Right, here is the code with the bug.
As you will see, the actual webpages contain four different document numbers (COM (2000) 862, COM (2000) 847, COM (2000) 844, COM (2000) 840) whereas the program always delivers the same one (COM (2000) 862), which is the one of the first webpage accessed.

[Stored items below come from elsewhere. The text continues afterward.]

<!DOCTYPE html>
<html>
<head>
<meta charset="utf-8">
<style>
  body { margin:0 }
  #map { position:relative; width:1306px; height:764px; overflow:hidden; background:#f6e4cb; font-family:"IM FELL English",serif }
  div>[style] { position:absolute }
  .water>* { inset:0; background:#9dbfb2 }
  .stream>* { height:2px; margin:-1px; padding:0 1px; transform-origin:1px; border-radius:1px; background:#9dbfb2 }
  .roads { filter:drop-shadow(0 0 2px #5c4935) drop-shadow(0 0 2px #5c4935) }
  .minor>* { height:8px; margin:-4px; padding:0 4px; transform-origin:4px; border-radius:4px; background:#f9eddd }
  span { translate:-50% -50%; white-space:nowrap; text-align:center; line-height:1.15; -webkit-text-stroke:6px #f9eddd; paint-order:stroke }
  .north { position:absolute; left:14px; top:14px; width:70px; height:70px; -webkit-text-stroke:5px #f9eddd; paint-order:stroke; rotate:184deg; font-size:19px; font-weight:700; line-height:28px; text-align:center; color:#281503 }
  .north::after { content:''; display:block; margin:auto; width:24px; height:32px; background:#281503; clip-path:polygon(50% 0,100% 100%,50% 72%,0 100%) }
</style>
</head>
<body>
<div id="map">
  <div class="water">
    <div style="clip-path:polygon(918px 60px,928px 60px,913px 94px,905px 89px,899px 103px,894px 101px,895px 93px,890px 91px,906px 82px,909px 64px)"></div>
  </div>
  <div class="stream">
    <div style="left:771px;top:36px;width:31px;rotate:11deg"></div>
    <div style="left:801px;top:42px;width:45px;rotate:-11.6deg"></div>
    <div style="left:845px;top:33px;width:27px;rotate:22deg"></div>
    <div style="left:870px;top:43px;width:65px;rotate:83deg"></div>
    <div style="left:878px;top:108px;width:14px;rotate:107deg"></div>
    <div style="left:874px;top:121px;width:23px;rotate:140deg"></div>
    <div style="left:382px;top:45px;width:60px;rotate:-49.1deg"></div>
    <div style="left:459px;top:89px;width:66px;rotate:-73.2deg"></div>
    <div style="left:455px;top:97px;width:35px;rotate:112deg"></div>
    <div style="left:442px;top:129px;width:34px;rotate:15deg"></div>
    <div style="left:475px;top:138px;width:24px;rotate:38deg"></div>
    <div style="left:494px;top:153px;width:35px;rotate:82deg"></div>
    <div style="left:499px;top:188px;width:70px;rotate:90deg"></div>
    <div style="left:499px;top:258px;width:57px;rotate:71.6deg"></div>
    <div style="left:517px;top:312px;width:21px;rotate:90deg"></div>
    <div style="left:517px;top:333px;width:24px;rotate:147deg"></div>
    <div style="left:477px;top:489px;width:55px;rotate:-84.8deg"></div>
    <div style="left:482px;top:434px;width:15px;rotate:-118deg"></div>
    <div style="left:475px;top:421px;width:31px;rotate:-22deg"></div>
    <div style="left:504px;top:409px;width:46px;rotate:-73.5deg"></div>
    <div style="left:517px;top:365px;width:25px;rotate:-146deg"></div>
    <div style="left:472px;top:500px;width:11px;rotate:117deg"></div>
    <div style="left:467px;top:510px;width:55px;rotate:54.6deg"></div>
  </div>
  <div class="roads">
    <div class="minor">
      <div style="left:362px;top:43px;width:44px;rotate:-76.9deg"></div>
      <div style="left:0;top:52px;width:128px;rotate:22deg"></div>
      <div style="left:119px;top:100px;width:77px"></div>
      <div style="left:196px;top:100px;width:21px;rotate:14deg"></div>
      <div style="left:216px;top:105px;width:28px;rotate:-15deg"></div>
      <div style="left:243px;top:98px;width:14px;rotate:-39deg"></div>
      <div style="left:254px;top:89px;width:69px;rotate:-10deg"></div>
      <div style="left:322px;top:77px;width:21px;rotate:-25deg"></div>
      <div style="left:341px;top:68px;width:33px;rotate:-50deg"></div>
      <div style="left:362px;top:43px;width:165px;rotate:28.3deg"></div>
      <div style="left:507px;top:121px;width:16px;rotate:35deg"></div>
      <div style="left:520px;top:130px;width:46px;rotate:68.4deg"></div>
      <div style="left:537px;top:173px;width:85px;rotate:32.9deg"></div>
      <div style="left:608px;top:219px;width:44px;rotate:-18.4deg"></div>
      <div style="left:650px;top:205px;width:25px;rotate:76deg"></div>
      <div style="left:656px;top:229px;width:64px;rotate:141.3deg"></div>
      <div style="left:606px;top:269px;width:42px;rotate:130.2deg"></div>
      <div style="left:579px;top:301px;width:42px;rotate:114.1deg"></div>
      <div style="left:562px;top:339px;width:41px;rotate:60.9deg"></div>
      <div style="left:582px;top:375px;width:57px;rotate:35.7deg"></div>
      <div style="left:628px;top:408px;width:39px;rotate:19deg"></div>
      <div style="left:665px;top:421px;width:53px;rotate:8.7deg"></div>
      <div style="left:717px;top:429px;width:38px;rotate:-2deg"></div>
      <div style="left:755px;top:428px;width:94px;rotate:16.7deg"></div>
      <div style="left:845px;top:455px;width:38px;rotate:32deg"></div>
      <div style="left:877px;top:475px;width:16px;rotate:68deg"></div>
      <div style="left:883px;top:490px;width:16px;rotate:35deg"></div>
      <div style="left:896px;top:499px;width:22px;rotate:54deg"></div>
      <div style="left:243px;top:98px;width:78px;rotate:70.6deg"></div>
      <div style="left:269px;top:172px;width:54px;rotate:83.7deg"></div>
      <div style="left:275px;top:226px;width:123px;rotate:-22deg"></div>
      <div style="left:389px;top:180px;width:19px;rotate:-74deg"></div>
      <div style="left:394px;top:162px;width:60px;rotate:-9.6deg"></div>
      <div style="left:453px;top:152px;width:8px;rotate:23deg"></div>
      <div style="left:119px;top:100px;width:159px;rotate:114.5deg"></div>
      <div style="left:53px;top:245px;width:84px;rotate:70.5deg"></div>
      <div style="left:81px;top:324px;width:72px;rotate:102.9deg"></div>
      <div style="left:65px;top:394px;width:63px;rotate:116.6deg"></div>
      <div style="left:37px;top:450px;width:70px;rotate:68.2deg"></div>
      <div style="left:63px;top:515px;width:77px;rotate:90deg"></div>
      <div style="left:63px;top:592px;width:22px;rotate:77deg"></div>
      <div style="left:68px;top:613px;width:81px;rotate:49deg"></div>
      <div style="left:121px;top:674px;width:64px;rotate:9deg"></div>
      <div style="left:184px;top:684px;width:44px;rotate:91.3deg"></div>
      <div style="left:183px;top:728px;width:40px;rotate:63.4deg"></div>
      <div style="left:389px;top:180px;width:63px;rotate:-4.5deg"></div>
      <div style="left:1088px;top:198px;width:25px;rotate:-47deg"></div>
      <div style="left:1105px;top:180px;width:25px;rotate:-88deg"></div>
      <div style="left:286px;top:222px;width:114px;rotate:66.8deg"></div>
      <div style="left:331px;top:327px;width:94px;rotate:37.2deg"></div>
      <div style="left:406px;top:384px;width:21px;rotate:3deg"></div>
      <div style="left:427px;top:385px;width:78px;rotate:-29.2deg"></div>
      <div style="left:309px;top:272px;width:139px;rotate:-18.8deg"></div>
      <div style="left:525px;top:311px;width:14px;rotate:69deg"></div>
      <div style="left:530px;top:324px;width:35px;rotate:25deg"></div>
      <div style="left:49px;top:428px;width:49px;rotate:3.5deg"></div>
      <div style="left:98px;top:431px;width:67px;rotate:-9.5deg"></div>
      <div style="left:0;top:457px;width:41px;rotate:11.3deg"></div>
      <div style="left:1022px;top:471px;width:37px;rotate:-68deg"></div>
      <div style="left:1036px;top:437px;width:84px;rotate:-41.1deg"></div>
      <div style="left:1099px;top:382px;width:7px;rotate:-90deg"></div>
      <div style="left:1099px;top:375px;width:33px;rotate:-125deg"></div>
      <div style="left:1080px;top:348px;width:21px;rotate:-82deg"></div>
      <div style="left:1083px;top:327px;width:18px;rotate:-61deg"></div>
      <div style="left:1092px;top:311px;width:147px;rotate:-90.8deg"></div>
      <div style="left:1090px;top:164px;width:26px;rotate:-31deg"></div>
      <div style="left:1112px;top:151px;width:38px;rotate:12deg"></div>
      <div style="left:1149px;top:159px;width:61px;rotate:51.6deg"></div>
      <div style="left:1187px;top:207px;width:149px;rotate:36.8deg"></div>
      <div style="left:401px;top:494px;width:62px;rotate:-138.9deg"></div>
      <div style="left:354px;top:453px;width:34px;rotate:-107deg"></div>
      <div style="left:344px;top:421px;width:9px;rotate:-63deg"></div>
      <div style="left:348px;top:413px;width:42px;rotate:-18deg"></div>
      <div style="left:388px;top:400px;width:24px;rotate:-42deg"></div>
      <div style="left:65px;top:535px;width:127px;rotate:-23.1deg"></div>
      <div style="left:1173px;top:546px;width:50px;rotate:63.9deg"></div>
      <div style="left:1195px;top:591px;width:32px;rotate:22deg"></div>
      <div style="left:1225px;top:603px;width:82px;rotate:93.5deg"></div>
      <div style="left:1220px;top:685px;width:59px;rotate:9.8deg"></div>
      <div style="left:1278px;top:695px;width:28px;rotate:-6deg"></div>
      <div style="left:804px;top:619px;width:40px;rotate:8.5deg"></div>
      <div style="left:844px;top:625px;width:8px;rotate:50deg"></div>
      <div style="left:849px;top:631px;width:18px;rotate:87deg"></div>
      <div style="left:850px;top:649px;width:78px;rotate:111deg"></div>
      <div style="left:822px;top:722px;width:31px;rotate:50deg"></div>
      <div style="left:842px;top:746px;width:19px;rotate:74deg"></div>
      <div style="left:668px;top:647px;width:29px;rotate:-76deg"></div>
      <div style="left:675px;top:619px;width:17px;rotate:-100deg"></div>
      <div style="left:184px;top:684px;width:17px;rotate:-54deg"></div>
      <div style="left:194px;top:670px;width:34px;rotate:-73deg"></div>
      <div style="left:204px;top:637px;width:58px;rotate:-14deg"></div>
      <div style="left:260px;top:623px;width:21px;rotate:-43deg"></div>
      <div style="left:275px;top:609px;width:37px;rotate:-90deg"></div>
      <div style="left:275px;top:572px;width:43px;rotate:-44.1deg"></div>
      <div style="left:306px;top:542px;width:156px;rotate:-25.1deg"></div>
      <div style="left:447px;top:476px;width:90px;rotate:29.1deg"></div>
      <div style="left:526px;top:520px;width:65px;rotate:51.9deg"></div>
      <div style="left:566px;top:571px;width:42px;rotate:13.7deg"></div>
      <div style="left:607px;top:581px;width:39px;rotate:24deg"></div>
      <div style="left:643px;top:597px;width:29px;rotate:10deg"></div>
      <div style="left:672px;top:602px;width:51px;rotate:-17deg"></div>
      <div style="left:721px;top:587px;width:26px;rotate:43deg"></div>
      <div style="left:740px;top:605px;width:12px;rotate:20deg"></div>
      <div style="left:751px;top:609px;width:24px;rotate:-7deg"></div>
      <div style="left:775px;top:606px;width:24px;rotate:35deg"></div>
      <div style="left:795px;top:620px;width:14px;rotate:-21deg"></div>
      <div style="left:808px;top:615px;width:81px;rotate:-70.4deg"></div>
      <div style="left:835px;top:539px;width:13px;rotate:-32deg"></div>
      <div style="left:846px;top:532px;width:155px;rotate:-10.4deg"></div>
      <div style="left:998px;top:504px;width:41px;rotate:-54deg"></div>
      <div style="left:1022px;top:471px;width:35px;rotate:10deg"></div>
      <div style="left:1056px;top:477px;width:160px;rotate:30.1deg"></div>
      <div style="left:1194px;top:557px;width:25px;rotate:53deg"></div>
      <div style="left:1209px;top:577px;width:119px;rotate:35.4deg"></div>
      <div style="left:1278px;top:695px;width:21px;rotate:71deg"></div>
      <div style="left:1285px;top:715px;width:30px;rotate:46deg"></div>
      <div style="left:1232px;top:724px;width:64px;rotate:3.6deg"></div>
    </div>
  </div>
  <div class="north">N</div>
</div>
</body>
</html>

Presumably, this is due to an internal storage variable of the GET routine, which is appended and not replaced each time a new GET request is processed.
#! C:/programme/perl
use LWP::Simple;
use LWP::UserAgent;
use HTML::Stripper;
use warnings;
use strict;
our $stripper = HTML::Stripper->new( skip_cdata => 1, strip_ws => 1 );
our $ID;
our @ID=(161060, 160920, 160999, 160899);
our $count=1;
foreach $ID (@ID) {
my $content;
my $content_full;
my $url="http://europa.eu.int/prelex/detail_dossier_real.cfm?CL=en&Do
+sId="."$ID";
$content_full=" ";
$content_full=get($url);
$content=$stripper->strip_html($content_full);
our $i_type=index($content, " COM ");
our $d_type=substr($content, $i_type+1,3);
our $d_year=substr($content, $i_type+6,4);
our $d_number=substr($content, $i_type+12,3);
our $proposal="$d_type "."\($d_year\)"." $d_number";
print "Proposal\: $proposal \n";
open DB, ">> C:/programme/perl/test/prelex.dta"
or die "Problem: $!";
flock (DB, 2);
print DB "$proposal\n";
close DB;
}
|